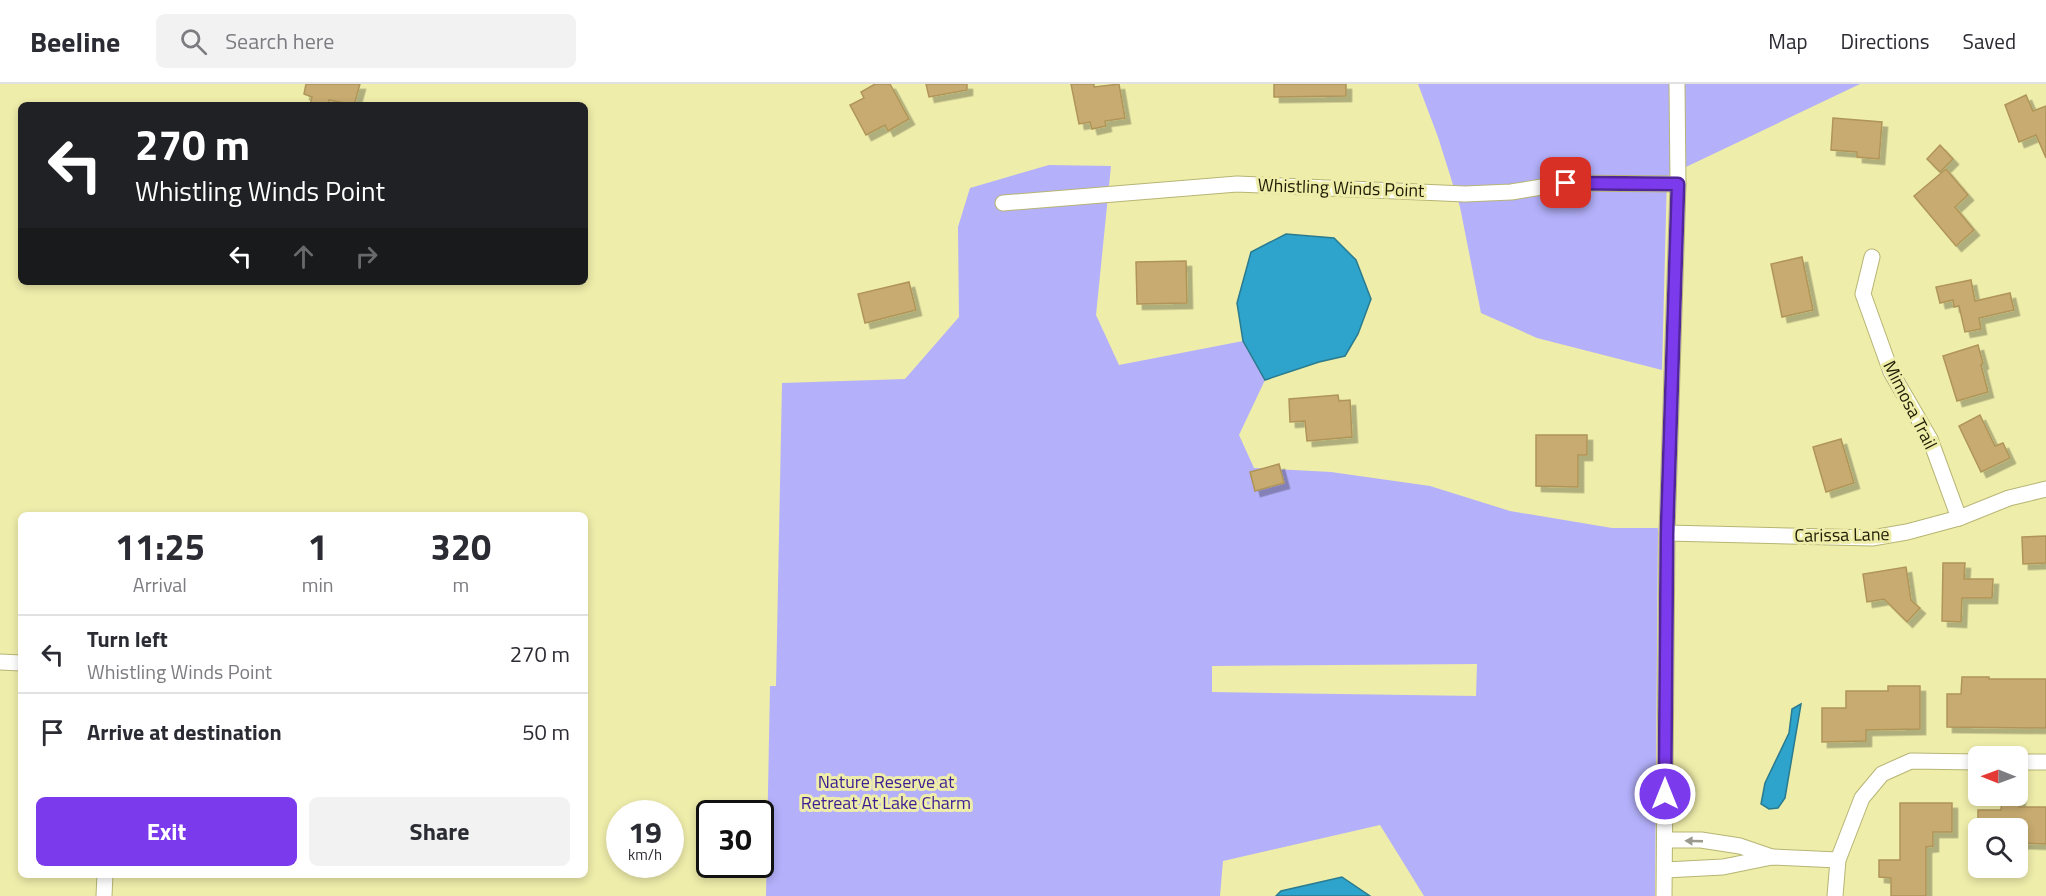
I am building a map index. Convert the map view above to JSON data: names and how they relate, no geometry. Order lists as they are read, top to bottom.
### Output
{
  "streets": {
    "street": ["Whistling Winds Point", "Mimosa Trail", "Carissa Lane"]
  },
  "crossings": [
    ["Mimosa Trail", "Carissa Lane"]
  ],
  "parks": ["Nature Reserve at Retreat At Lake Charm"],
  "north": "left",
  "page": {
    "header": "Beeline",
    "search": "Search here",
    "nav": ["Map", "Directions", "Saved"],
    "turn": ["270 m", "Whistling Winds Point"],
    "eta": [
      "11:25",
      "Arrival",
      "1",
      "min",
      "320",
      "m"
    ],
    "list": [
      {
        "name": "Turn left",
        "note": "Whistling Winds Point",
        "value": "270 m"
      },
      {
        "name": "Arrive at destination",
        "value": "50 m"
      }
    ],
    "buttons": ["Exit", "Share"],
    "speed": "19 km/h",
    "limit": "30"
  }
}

----------------------------------------

What the task requires: Reprint the listing above exactly, without images.

Answer space:
I am building a map index. Convert the map view above to JSON data: names and how they relate, no geometry. Order lists as they are read, top to bottom.
### Output
{
  "streets": {
    "street": ["Whistling Winds Point", "Mimosa Trail", "Carissa Lane"]
  },
  "crossings": [
    ["Mimosa Trail", "Carissa Lane"]
  ],
  "parks": ["Nature Reserve at Retreat At Lake Charm"],
  "north": "left",
  "page": {
    "header": "Beeline",
    "search": "Search here",
    "nav": ["Map", "Directions", "Saved"],
    "turn": ["270 m", "Whistling Winds Point"],
    "eta": [
      "11:25",
      "Arrival",
      "1",
      "min",
      "320",
      "m"
    ],
    "list": [
      {
        "name": "Turn left",
        "note": "Whistling Winds Point",
        "value": "270 m"
      },
      {
        "name": "Arrive at destination",
        "value": "50 m"
      }
    ],
    "buttons": ["Exit", "Share"],
    "speed": "19 km/h",
    "limit": "30"
  }
}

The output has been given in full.